Lord Chief Justice
Wray was appointed on 14 May 1572 justice, and on 8 November 1574 chief justice, of the queen's bench. The only state trial in which as puisne he took part was that in Trinity term 1572 of John Hall and Francis Rolston for conspiracy to effect the release of Mary, Queen of Scots. As chief justice, in addition to his ordinary jurisdiction he exercised functions of a somewhat multifarious character. He was a member of the commission appointed on 23 April 1577 to adjudicate on the validity of the election of John Underhill (1545?-1592) to the rectorship of Lincoln College, Oxford; and as assistant to the House of Lords he advised on bills, received petitions, and on one occasion (14 September 1586) was placed on the commission for its adjournment. He was a strong judge, who well knew how to sustain the dignity of his office, and showed as much firmness in restraining by prohibition an excess of jurisdiction on the part of the ecclesiastical commission in 1581 as in enforcing the laws against the sectaries in that and subsequent years. It was not until towards the close of his life that he was himself added to the ecclesiastical commission (Christmas 1589).
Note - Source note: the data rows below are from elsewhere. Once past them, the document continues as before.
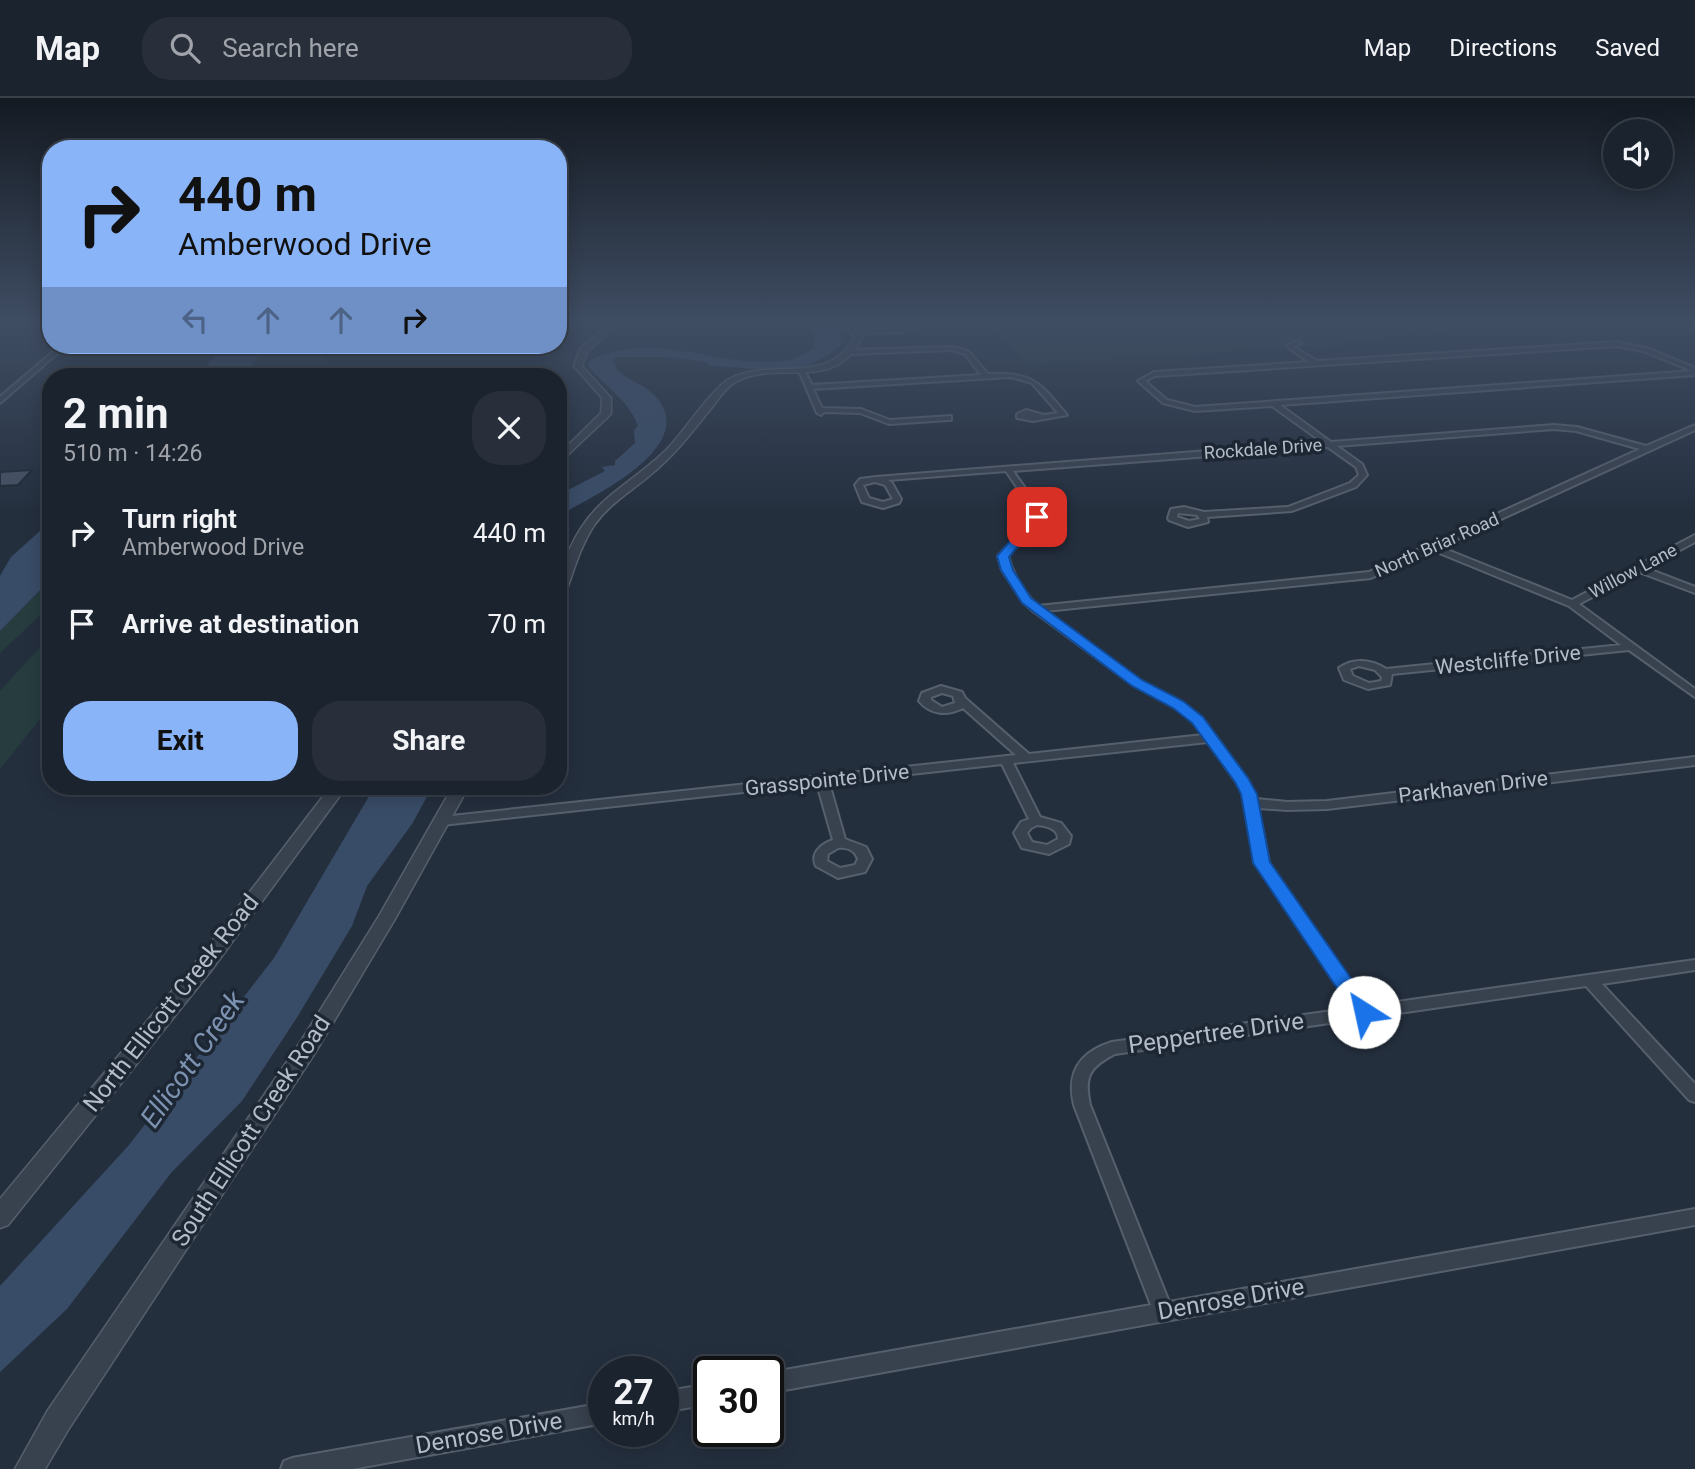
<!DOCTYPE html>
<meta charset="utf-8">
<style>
:root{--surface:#1b232e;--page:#282f3a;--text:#f1f3f6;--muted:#a0a4aa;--line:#39404a;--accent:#8ab4f8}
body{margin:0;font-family:Roboto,sans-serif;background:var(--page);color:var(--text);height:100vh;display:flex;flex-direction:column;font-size:26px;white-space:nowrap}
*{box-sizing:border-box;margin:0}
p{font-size:23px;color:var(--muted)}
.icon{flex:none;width:38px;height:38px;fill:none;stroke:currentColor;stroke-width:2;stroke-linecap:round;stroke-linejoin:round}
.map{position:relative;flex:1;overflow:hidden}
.panel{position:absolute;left:42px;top:270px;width:525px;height:427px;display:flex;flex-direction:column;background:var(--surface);border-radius:28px;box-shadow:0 4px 18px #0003,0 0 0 2px var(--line)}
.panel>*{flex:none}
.banner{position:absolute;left:42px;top:42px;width:525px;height:214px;border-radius:28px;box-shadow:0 4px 18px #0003,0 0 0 2px var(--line);background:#8ab4f8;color:#111;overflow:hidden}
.fabs{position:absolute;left:1603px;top:21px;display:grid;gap:14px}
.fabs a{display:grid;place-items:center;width:70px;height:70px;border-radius:50%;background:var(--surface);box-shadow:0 4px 18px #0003,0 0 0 2px var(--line);font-size:35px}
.speed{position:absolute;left:588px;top:1258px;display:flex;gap:14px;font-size:35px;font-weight:700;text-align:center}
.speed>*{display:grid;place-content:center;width:91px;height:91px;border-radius:50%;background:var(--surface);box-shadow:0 4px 18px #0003,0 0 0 2px var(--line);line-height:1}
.speed small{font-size:18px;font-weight:400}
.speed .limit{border:4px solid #111;border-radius:10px;background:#fff;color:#111}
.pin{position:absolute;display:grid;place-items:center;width:60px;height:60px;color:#fff;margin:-30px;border-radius:14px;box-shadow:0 4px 10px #0006}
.me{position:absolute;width:77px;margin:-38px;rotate:325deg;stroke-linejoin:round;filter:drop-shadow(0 0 5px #0008)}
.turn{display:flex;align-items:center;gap:24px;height:147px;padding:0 21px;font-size:32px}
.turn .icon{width:91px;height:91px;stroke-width:2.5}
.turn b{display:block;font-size:49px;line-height:60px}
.lanes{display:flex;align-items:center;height:66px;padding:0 21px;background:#0003;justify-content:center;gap:35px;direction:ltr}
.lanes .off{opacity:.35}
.round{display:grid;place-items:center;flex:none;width:74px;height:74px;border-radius:28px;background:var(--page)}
.overview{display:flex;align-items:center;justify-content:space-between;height:119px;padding:0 21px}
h1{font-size:42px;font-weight:700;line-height:52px}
.cta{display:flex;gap:14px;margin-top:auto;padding:14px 21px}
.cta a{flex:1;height:80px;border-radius:28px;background:var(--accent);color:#111;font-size:28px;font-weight:700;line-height:80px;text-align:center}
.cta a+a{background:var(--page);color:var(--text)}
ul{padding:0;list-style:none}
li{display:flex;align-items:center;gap:21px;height:91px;padding:0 21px}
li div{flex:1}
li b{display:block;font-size:26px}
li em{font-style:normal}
header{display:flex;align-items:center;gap:42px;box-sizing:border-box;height:98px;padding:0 35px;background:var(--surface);border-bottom:2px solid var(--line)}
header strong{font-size:33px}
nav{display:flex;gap:38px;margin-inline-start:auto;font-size:24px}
.search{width:490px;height:63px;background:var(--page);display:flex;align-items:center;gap:18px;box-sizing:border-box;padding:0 24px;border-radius:28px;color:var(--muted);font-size:26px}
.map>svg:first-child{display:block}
</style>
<header>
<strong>Map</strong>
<div class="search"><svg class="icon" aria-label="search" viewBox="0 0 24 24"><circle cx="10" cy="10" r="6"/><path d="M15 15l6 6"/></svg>Search here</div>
<nav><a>Map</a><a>Directions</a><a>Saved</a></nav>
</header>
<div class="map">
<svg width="1695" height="1371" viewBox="0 0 1695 1371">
<rect width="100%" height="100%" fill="#242f3e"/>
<g fill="#263c3f">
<path d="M1117 223H1310L1349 246 1028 267 995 231Z"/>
<path d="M1395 223H1434L1458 235 1422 238Z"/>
<path d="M1348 230 1369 232 1386 241 1347 242 1328 231Z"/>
<path d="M268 247H336L311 278H243Z"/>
<path d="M51 481V507L0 555V533Z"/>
<path d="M51 537V607L0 671V593Z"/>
</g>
<g fill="#394c67">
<path d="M800 223H830L844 231 839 236 842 246C801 284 760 269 710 268L706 264 668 259H616L613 263C621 284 644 283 657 300 699 350 590 400 558 418V397L605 373 602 369 615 367V363L635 345 634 332 638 328C628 301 605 289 588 268L590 262C659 229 723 274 790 262 798 260 807 254 814 250L813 233Z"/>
<path d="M225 247H268L243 278H197Z"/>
<path d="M51 423V481L0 533V478L11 459Z"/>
<path d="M375 688H433L412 726 367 788 352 828 296 921 242 1003 171 1075 67 1211 0 1274V1188L129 1047 274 860Z"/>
</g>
<path fill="#455162" stroke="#1f2835" stroke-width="2" d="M32 372 18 387 0 388V374Z"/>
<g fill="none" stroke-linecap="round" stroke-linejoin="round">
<defs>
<g id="minor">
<path d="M918 223H937L901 234 857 236 854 234Z"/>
<path d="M1677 223H1686L1695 227V231Z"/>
<path d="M1298 243 1301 245 1294 249 1317 263 1617 244 1647 250 1695 270V277L1280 307 1331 344 1554 327 1577 329 1646 348 1695 327V332L1440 449 1572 502 1695 437V444L1646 470 1695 489V495L1639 474 1579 506 1695 591V599L1629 552 1392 576 1390 587 1368 591 1344 582 1339 570C1353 560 1371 561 1386 571L1621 547 1569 508 1432 452 1371 480 1045 513 1141 583 1182 605 1202 620 1249 684 1256 701 1287 704 1327 703 1695 659V667L1327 711 1287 712 1258 710 1269 765 1368 908 1695 862V872L1602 886 1695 986V1004L1689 1002 1586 888 1115 956C1089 969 1084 979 1090 1007L1169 1204 1695 1111V1127L768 1295V1275L1151 1207 1074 1007C1066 974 1080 954 1112 944L1353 910 1255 765 1243 696 1237 685 1208 644 1013 665 1040 719 1061 725 1071 738 1069 746 1049 756 1022 750 1014 735 1021 724 1029 721 1002 666 829 685 845 741 866 749 872 761 865 774 838 780 816 768C810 755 821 746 833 742L817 686 442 727 436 723 442 719 1016 657 963 610C947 618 931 617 919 603L922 595 941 588 962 594 965 600 1029 656 1203 637 1194 624 1174 609 1133 587 1033 513 1023 504 1002 472 998 458 1031 423 1033 413 1006 373 888 382 892 385 901 401 899 405 883 410 862 404 855 387 860 381 876 379 1322 344 1272 308 1195 313 1163 305 1138 283 1154 274 1309 264 1290 251 1287 247ZM1617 248 1643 253 1692 273 1195 309 1167 302 1145 283 1155 278ZM1554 331 1576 333 1640 351 1369 474 1038 508C1024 495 1013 477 1008 458L1038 426 1041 413 1013 373 1328 349 1356 369 1359 377 1350 385 1288 409 1204 414 1184 409 1171 411 1168 420 1169 422 1188 429 1208 424 1207 419 1292 413 1356 389 1367 377 1362 366 1337 348ZM875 384 885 387 893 401 883 404 869 400 863 387ZM1178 415 1197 417 1200 421 1189 423 1177 419ZM1359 568 1375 572 1382 579 1381 583 1369 585 1353 578 1350 571ZM942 595 953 598 955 605 942 609 931 602V599ZM1037 727C1046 728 1058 730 1058 741L1047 747 1032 744 1027 735 1031 730ZM838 750C847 749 855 752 858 761L855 767 840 770 827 763 828 756Z"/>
<path d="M61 247H67L0 305V299Z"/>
<path d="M955 249 969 254 988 276C1033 274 1039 284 1067 317L1033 323 1017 320V316L1026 312 1044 317 1058 315 1032 285 1011 279 813 291 822 310 861 311 890 322 951 318V322H948L889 326 860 315 824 314 821 317 817 315 799 273 804 272 812 287 981 277 965 256 952 252 851 256 848 254 851 252Z"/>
<path d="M709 1286V1306L663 1314V1294Z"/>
<path d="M604 1305V1325L352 1371H281L284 1363 292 1360Z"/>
</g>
<g id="tertiary">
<path d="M613 223H621L587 254 582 268 611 300V316L558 366V357L601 315 602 300 574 268 580 251Z"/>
<path d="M843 223H851L862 239C834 298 777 259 734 285 723 292 717 304 709 313 692 334 676 355 655 373 635 391 611 404 595 426 580 448 573 475 564 500L558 504C558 467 576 429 603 404 624 385 649 370 669 349 683 334 714 289 729 281 770 259 829 289 854 239Z"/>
<path d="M331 688H347L210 874 8 1127 0 1130V1101L196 864Z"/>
<path d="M453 688H469L395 821 315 955 68 1332 45 1371H15L48 1312 301 943 379 818Z"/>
</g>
</defs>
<use href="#minor" stroke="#565f6c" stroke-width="4"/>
<use href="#tertiary" stroke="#565f6c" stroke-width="3"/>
<use href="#minor" fill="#38414e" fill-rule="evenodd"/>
<use href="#tertiary" fill="#38414e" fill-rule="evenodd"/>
</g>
<linearGradient id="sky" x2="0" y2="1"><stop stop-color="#141a22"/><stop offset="0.54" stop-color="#3f4d63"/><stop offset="1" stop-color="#3f4d63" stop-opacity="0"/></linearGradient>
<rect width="1695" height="415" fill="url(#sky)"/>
<path fill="#1a73e8" stroke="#114b97" stroke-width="2" d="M1033 417 1043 419 1009 459 1013 472 1031 500 1142 582 1183 603 1203 619 1248 680 1257 696 1270 764 1371 909 1374 914 1371 920 1364 922 1357 920 1253 765 1241 696 1235 684 1192 625 1173 610 1132 588 1022 505 1001 472 997 458Z"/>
<g text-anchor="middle" stroke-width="7" stroke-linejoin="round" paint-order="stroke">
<g font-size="18" fill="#b4bcc9" stroke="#1d2633">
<text transform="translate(1263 351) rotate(-4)" y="6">Rockdale Drive</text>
<text transform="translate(1437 447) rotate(-24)" y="6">North Briar Road</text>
<text transform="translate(1633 473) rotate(-28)" y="6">Willow Lane</text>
</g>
<g font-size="21" fill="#b4bcc9" stroke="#1d2633">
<text transform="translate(1508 562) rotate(-6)" y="7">Westcliffe Drive</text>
<text transform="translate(827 682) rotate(-6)" y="7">Grasspointe Drive</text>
<text transform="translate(1473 689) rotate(-7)" y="7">Parkhaven Drive</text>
</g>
<g font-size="24" fill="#b4bcc9" stroke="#1d2633">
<text transform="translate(171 905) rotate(-52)" y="8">North Ellicott Creek Road</text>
<text transform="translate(1216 935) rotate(-8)" y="8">Peppertree Drive</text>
<text transform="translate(251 1033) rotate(-57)" y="8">South Ellicott Creek Road</text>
<text transform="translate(1231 1201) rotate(-10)" y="8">Denrose Drive</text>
<text transform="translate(489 1335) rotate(-10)" y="8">Denrose Drive</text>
</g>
<g font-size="28" font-style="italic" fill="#7c92b1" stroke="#1d2633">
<text transform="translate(192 961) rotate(-55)" y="10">Ellicott Creek</text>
</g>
</g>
</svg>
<div class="fabs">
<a><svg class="icon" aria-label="sound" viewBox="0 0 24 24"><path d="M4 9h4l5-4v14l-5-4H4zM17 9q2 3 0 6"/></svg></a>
</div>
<div class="speed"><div>27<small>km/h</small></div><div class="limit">30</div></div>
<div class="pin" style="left:1037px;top:419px;background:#d93025"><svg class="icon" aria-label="arrive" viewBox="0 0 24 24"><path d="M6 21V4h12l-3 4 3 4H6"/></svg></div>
<svg class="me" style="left:1364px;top:914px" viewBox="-20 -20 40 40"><circle r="19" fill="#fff"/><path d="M0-13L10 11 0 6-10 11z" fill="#1a73e8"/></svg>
<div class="banner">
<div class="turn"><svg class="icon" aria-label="right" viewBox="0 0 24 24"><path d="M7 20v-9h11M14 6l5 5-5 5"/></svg><div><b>440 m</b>Amberwood Drive</div></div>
<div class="lanes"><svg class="icon off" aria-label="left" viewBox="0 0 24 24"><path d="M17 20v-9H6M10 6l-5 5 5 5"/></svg><svg class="icon off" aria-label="ahead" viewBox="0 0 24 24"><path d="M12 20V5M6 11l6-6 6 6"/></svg><svg class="icon off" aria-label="ahead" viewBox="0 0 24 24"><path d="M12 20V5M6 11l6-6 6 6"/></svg><svg class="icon" aria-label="right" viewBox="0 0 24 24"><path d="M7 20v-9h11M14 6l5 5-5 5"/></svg></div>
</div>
<section class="panel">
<div class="overview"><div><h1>2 min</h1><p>510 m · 14:26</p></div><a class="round"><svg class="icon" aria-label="close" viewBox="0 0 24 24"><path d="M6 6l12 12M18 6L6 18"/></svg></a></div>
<ul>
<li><svg class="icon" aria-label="right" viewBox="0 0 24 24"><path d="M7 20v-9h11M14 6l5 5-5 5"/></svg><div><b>Turn right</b><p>Amberwood Drive</p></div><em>440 m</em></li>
<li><svg class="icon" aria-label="arrive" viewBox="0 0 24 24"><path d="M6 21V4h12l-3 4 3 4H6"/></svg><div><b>Arrive at destination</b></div><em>70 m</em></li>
</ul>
<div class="cta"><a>Exit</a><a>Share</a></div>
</section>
</div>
The principal state trials over which he presided were those of the puritan John Stubbs or Stubbe, the Jesuit Edmund Campion, and his harbourer, William, lord Vaux (son of Thomas Vaux, 2nd Baron Vaux of Harrowdon), and the conspirators against the life of the queen, John Somerville and William Parry (d. 1585) He also presided at the Star Chamber inquest, by which (23 June 1585) the suicide and treasons of the Earl of Northumberland were certified; and was a member of the commissions which attainted Northumberland's accomplice, William, grandson of Sir William Shelley, and passed sentence of death upon Anthony Babington and his associates (September 1586). He was present at Fotheringay Castle as assessor to the tribunal before which the Queen of Scots pleaded in vain for her life (14 October 1586), but appears to have taken no part in the proceedings. He presided, vice Sir Thomas Bromley (1530–1587), absent through illness, at the subsequent trial in the Star Chamber of the unfortunate secretary of state, William Davison, whose indiscreet zeal he blandly censured as bonum sed non bene before pronouncing the ruthless sentence of the court (28 March 1587). The last state trials in which he took part were those of Philip Howard, Earl of Arundel, on 18 April 1589, and of Sir John Perrot on 27 April 1592. At a conference with his colleagues in Michaelmas term 1590 he initiated the revision of the form of commissions of the peace, then full of corruptions and redundancies.